Question 2 Multiple Choice
The subspace topology on A ⊆ X is characterized by which universal property?
AIt is the largest topology on A making the inclusion map ι: A → X continuous
BIt is the smallest (coarsest) topology on A making the inclusion map ι: A → X continuous — and a map f: B → A is continuous if and only if the composition ι ∘ f: B → X is continuous
CIt ensures every subset of A is open, making any map into A continuous
DIt copies every open set of X onto A without modification
The subspace topology is the *initial topology* with respect to the inclusion map — the coarsest (fewest open sets) topology on A making ι continuous. It cannot be made coarser without breaking the continuity of ι. The universal property states that to check continuity of a map f: B → A, it is equivalent to check that ι ∘ f: B → X is continuous. This is why the subspace topology is 'right': it is the natural choice forced by requiring the inclusion to be continuous. Option A has the direction backwards — the largest topology on A would be discrete, which gives ι: A → X continuity trivially but imposes more open sets than necessary.
Question 3 True / False
A subset C ⊆ A is closed in A (with the subspace topology) if and only if C = F ∩ A for some set F that is closed in X.
TTrue
FFalse
Answer: True
This follows directly from the definition. A set is closed if its complement is open. C is closed in A iff A \ C is open in A iff A \ C = U ∩ A for some open U in X. Taking complements: C = A \ (U ∩ A) = A ∩ (X \ U). Let F = X \ U, which is closed in X. Then C = F ∩ A. The same structure that defines open sets in A — intersecting open sets of X with A — gives an analogous description of closed sets.
Question 4 True / False
If U is open in the subspace topology on A ⊆ X, then U is expected to also be open in X.
TTrue
FFalse
Answer: False
This is the key subtlety of subspace topology: open in A does not imply open in X. A = [0, 1] with the subspace topology from ℝ: the set [0, 1/2) is open in A (it is (−1, 1/2) ∩ [0, 1]) but is not open in ℝ — it contains 0, which has no open interval around it lying entirely in [0, 1/2). Openness is always relative to a specific topology on a specific space. When we say U is open in A, we mean U belongs to the subspace topology τ_A, not that U belongs to the original topology τ on X.
Question 5 Short Answer
Explain why, in the subspace topology on A = [0, 1] ⊆ ℝ, the endpoint 0 is an interior point of A even though it is a boundary point of [0, 1] when viewed from ℝ.
Think about your answer, then reveal below.

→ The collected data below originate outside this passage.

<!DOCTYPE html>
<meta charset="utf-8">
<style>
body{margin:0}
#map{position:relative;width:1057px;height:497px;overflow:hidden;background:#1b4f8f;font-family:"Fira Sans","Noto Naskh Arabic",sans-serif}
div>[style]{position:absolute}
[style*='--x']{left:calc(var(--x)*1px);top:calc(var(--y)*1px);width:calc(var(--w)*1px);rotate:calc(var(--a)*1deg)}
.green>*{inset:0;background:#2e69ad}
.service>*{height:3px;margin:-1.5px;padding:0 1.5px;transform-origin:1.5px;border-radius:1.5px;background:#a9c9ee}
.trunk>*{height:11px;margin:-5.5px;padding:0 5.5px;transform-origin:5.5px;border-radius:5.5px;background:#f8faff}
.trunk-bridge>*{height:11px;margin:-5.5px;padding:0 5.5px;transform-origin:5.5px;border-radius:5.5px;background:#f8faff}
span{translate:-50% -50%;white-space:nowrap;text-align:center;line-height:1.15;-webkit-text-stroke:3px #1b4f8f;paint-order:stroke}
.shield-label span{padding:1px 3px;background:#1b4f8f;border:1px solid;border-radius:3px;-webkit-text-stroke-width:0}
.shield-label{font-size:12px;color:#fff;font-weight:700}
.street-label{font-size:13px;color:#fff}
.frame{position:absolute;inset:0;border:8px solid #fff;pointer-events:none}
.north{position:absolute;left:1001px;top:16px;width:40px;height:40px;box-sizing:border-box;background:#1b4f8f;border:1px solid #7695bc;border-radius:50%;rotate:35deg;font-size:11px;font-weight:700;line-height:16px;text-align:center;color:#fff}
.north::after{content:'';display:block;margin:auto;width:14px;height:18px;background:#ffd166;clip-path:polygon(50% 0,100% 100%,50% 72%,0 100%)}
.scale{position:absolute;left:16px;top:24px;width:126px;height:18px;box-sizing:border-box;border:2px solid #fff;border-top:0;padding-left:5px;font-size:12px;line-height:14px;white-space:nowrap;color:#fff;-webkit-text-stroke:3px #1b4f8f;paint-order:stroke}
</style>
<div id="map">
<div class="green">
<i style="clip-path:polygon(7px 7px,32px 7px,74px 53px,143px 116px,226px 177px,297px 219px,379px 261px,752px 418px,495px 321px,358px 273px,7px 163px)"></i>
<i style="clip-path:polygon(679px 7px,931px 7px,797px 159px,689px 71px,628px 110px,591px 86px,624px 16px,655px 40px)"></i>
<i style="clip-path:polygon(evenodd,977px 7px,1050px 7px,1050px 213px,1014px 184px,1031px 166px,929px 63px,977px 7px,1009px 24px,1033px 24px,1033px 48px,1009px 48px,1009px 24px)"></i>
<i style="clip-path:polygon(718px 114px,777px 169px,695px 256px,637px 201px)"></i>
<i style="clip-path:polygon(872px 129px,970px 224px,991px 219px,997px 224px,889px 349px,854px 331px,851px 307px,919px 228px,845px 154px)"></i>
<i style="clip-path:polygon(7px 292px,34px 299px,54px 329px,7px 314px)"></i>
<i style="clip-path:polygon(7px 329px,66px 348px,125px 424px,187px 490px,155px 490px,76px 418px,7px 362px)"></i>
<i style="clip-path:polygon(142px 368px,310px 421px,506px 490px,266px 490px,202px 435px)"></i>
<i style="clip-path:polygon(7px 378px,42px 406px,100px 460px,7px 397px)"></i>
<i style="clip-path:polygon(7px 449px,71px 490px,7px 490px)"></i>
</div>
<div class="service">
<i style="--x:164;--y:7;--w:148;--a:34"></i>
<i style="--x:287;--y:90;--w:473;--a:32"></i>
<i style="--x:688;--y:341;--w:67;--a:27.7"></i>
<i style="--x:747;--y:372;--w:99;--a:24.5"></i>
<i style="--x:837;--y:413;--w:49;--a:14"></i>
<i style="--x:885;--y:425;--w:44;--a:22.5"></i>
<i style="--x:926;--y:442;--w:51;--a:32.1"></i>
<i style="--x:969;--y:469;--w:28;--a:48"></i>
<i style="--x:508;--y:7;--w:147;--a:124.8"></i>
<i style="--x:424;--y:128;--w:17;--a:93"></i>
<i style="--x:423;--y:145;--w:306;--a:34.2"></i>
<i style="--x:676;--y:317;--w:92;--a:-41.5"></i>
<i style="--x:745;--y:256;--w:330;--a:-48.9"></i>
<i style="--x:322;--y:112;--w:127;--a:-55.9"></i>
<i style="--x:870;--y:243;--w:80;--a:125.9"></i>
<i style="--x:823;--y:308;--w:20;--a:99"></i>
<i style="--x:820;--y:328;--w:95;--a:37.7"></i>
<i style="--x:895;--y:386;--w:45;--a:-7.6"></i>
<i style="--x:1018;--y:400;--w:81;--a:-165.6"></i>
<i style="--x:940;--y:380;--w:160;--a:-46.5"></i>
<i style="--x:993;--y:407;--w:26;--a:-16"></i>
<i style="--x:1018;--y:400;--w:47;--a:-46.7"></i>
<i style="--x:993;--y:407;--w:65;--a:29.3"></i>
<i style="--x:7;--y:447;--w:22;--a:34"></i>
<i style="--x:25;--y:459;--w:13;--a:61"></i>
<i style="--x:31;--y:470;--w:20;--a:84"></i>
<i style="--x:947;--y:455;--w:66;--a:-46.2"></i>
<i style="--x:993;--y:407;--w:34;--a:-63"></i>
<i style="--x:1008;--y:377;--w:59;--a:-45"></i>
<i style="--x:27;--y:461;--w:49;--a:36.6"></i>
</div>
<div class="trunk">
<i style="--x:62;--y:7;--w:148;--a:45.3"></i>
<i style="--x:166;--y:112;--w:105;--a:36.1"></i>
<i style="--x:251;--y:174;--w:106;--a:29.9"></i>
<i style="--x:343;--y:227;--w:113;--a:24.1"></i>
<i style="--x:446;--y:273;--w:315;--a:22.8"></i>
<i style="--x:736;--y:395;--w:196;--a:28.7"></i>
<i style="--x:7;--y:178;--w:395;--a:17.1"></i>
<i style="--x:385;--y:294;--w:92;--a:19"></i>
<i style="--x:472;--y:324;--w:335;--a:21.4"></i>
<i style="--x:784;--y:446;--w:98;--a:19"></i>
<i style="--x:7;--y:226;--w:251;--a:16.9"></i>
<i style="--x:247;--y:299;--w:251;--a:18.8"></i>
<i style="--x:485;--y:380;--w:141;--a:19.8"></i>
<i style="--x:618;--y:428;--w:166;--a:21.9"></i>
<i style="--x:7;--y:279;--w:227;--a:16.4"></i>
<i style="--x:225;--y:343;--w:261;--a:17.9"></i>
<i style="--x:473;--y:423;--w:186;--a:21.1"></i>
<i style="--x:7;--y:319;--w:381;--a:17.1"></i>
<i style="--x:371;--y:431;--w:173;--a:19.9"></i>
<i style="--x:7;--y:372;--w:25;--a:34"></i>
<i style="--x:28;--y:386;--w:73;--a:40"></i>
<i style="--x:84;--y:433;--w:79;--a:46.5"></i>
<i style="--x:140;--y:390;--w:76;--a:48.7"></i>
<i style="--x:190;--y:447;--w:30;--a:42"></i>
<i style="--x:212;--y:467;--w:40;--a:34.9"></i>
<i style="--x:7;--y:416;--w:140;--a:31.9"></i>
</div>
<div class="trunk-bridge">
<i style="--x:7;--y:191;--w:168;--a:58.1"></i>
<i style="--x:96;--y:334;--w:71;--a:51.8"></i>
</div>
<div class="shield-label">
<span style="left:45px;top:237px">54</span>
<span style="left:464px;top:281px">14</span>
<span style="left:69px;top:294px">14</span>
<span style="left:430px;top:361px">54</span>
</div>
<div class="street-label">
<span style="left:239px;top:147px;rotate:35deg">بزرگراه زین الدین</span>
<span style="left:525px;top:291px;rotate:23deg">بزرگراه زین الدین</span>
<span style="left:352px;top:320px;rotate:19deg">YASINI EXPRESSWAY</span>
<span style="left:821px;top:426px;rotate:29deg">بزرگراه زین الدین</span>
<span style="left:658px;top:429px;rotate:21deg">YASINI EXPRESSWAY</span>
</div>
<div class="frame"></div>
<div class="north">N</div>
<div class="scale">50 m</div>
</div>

Model answer: Interior in the subspace topology means 0 has an open neighborhood *within A's topology* that contains only points of A. The set [0, ε) = (−ε, ε) ∩ [0, 1] is open in A for any ε > 0, and it is a neighborhood of 0 lying entirely within A. Since A only 'sees' its own topology — it does not look outside itself to ℝ — 0 is surrounded by open sets within A. The concept of interior is always relative: a point is interior if it has an open neighborhood in the topology of the space it belongs to. From ℝ's perspective, 0 is a boundary point of [0, 1] because any open interval around 0 in ℝ contains points outside [0, 1]. But once we restrict to A, those external points no longer exist in our space, and 0 gains interior status.